RECORDS ::
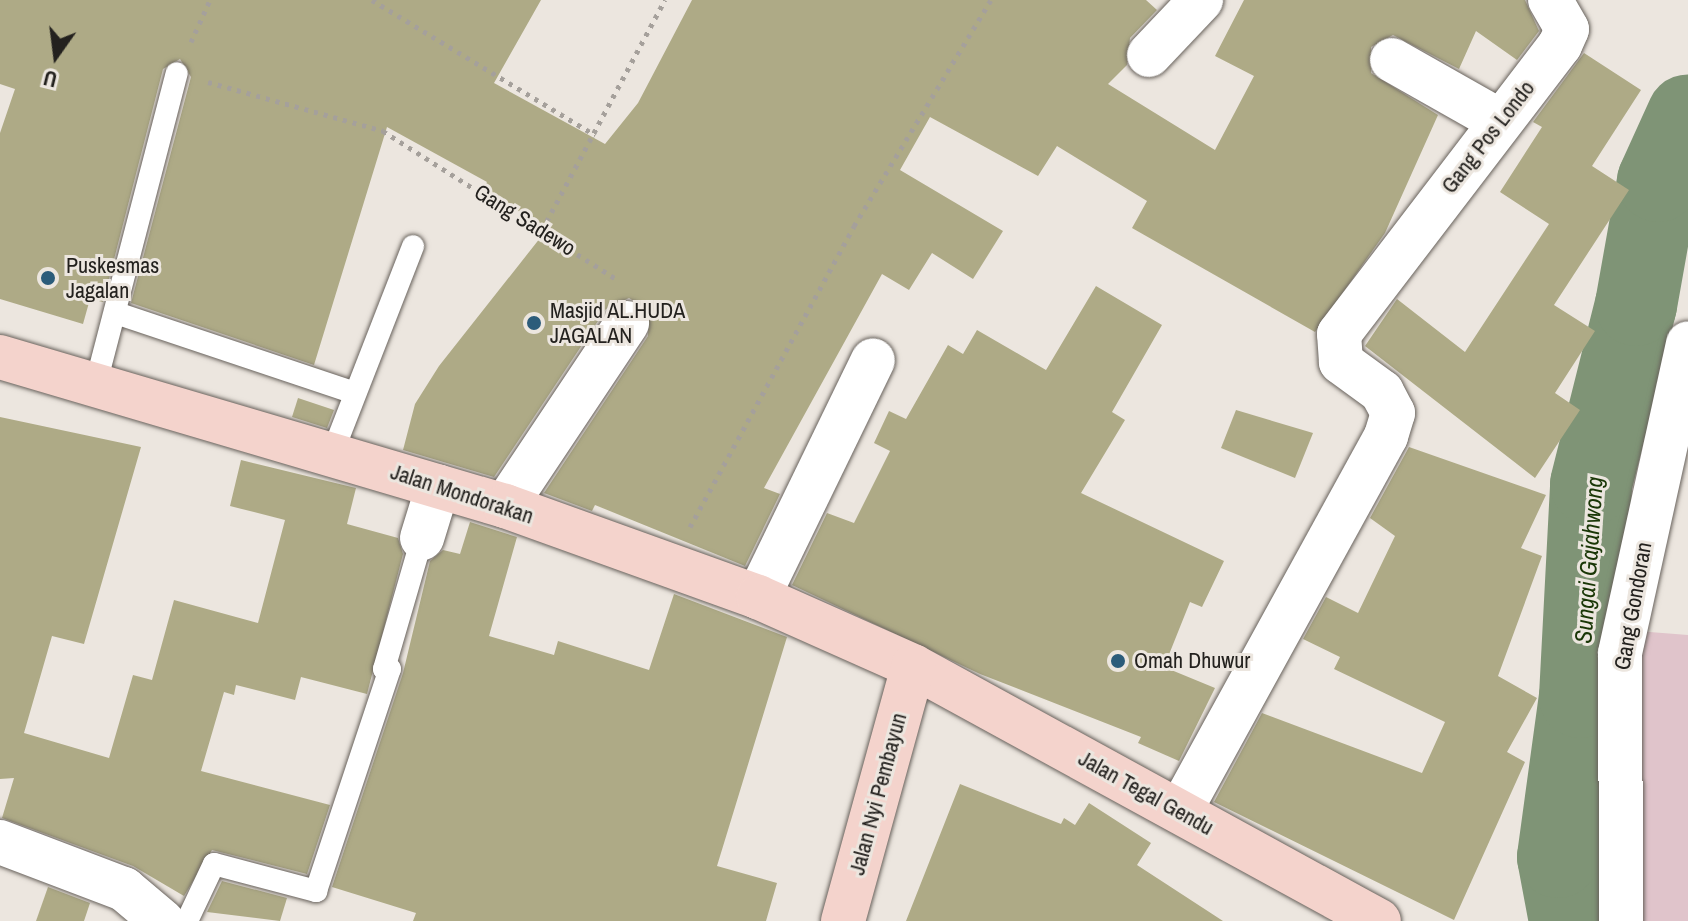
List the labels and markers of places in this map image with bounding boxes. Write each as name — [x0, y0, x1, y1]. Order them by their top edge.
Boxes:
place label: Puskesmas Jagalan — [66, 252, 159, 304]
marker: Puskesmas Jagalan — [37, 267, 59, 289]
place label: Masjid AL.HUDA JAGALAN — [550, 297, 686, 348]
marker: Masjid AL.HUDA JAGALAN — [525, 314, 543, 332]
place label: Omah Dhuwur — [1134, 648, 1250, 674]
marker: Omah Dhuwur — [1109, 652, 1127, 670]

EXERCISE DESCRIPTION :: Reproduce the listing word for word. Do not carry over the pictures.

COMPLETED EXERCISE ::
List the labels and markers of places in this map image with bounding boxes. Write each as name — [x0, y0, x1, y1]. Order them by their top edge.
Boxes:
place label: Puskesmas Jagalan — [66, 252, 159, 304]
marker: Puskesmas Jagalan — [37, 267, 59, 289]
place label: Masjid AL.HUDA JAGALAN — [550, 297, 686, 348]
marker: Masjid AL.HUDA JAGALAN — [525, 314, 543, 332]
place label: Omah Dhuwur — [1134, 648, 1250, 674]
marker: Omah Dhuwur — [1109, 652, 1127, 670]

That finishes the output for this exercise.